Required action - Please show every line in the entries below that includes the word "reading".

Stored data
..............................

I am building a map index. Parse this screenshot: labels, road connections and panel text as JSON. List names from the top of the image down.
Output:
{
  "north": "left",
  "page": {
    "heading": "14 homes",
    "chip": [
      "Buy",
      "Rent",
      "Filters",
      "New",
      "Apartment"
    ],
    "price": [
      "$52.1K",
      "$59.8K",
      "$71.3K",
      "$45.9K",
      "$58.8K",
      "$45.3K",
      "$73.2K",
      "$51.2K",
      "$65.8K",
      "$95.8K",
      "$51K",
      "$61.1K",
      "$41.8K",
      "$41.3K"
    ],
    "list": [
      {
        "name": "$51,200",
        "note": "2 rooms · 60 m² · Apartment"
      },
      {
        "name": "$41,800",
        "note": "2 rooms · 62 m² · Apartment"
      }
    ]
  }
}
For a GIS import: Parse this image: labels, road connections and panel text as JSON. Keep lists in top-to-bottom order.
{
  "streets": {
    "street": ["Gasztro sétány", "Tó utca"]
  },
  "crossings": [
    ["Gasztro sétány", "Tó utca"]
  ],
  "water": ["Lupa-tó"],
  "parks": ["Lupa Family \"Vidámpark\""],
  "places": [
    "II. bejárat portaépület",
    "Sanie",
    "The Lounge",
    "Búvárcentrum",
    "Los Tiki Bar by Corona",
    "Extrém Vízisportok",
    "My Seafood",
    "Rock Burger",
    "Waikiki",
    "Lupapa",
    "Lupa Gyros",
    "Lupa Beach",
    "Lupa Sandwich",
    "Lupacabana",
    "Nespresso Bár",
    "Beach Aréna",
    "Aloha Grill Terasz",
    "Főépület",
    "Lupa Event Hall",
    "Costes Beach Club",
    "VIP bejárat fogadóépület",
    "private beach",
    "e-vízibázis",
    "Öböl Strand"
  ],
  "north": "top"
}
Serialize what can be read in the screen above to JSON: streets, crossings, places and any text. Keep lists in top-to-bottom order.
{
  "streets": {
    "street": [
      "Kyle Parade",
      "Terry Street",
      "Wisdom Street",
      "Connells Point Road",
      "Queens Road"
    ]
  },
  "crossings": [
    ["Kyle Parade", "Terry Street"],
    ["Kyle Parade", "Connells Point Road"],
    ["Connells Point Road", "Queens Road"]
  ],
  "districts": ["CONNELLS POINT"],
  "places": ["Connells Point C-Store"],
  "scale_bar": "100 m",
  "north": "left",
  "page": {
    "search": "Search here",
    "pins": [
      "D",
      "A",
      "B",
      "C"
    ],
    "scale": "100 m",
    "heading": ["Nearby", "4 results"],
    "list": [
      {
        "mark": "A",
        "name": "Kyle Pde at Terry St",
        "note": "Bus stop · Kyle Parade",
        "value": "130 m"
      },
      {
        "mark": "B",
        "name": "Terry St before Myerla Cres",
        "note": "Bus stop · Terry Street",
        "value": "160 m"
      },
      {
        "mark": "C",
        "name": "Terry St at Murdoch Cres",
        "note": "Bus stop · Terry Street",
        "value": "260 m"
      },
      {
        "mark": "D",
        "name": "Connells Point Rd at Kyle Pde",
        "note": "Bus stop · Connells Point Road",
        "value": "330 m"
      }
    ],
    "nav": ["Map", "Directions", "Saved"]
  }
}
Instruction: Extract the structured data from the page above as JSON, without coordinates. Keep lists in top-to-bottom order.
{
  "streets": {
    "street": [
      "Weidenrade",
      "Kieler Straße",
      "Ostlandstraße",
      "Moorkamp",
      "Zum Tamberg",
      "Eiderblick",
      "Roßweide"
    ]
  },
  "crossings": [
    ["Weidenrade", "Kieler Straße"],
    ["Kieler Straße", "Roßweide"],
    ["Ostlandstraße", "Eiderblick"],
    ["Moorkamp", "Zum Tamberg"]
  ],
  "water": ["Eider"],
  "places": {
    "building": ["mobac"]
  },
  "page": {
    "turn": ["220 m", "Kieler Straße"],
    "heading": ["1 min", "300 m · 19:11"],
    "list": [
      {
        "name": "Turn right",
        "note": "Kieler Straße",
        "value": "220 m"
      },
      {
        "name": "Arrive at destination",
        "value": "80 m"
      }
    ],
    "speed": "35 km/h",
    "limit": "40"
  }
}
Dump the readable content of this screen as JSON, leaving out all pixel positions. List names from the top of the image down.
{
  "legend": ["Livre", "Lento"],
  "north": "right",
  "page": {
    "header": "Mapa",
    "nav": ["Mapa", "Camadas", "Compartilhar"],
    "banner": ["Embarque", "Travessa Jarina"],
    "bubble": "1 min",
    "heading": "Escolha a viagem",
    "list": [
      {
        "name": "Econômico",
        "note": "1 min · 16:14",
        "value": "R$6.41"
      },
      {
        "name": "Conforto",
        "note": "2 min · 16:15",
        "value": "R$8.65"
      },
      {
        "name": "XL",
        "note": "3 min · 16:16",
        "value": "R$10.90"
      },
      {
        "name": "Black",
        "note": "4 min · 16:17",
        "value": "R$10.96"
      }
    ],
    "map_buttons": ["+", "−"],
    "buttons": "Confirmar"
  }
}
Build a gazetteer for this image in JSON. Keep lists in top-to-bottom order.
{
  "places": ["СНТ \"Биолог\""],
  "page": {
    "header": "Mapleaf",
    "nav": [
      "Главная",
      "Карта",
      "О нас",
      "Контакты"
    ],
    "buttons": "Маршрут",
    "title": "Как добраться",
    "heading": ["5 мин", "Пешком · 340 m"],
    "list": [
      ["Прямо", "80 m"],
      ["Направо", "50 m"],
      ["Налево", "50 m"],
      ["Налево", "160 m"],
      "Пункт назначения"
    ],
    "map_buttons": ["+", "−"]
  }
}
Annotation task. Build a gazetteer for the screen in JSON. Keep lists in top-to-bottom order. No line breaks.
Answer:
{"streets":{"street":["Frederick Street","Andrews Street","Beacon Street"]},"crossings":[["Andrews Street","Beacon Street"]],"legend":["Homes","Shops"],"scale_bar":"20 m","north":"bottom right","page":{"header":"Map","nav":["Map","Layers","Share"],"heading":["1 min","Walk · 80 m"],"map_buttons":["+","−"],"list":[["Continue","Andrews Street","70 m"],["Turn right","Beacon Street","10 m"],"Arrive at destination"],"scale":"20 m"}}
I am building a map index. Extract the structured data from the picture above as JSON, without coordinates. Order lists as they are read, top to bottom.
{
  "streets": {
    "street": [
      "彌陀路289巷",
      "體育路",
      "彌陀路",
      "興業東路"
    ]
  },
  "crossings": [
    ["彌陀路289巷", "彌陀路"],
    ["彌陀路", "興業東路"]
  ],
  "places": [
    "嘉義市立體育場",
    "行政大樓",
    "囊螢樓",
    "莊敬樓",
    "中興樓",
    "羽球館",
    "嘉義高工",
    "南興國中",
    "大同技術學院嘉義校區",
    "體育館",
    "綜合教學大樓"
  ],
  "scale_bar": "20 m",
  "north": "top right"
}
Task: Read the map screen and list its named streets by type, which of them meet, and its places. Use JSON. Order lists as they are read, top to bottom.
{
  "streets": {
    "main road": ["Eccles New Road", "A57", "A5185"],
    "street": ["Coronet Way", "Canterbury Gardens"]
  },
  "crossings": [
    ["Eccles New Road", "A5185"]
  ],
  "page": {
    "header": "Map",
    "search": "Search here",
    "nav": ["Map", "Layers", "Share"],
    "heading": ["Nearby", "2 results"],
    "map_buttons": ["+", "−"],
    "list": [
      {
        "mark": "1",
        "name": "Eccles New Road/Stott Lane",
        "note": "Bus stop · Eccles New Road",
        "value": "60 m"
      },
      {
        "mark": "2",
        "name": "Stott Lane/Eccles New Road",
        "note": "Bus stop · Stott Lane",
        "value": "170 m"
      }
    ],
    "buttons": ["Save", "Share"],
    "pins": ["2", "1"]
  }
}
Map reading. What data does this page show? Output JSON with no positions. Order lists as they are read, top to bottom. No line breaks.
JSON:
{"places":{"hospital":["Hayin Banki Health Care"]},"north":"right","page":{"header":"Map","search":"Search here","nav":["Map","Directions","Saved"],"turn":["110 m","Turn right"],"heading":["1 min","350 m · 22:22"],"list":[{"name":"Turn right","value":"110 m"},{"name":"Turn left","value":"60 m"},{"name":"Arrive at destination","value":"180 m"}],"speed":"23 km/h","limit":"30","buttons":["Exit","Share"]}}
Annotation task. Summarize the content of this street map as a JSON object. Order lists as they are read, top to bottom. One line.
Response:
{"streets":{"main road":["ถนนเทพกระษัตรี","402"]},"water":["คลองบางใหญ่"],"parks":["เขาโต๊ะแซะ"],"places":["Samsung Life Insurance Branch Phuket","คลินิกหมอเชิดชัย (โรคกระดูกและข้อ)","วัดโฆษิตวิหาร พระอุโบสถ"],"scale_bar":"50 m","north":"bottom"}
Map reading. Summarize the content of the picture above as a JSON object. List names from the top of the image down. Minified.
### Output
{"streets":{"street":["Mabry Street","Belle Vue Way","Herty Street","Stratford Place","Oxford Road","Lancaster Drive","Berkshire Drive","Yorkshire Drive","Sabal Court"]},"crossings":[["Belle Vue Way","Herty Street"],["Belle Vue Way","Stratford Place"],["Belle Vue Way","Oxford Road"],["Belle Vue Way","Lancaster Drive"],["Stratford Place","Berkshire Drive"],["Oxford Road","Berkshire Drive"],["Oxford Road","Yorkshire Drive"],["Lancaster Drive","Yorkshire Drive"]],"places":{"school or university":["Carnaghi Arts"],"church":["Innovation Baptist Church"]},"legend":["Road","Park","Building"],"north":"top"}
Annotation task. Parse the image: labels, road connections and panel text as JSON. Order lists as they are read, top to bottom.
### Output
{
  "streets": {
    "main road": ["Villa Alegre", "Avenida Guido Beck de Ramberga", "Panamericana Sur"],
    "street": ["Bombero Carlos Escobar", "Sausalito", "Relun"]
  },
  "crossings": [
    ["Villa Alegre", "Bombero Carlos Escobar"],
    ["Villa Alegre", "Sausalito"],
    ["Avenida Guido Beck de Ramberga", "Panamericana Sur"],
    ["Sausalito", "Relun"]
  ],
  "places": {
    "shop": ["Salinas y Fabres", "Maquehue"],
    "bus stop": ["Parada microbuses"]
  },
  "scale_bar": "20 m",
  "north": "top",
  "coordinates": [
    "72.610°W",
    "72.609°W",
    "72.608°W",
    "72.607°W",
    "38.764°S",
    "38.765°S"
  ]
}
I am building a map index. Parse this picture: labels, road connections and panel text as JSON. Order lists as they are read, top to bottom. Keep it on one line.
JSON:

..............................

Problem solution -
Map reading. What data does this page show? Output JSON with no positions. Order lists as they are read, top to bottom. No line breaks.
Map reading. Summarize the content of the picture above as a JSON object. List names from the top of the image down. Minified.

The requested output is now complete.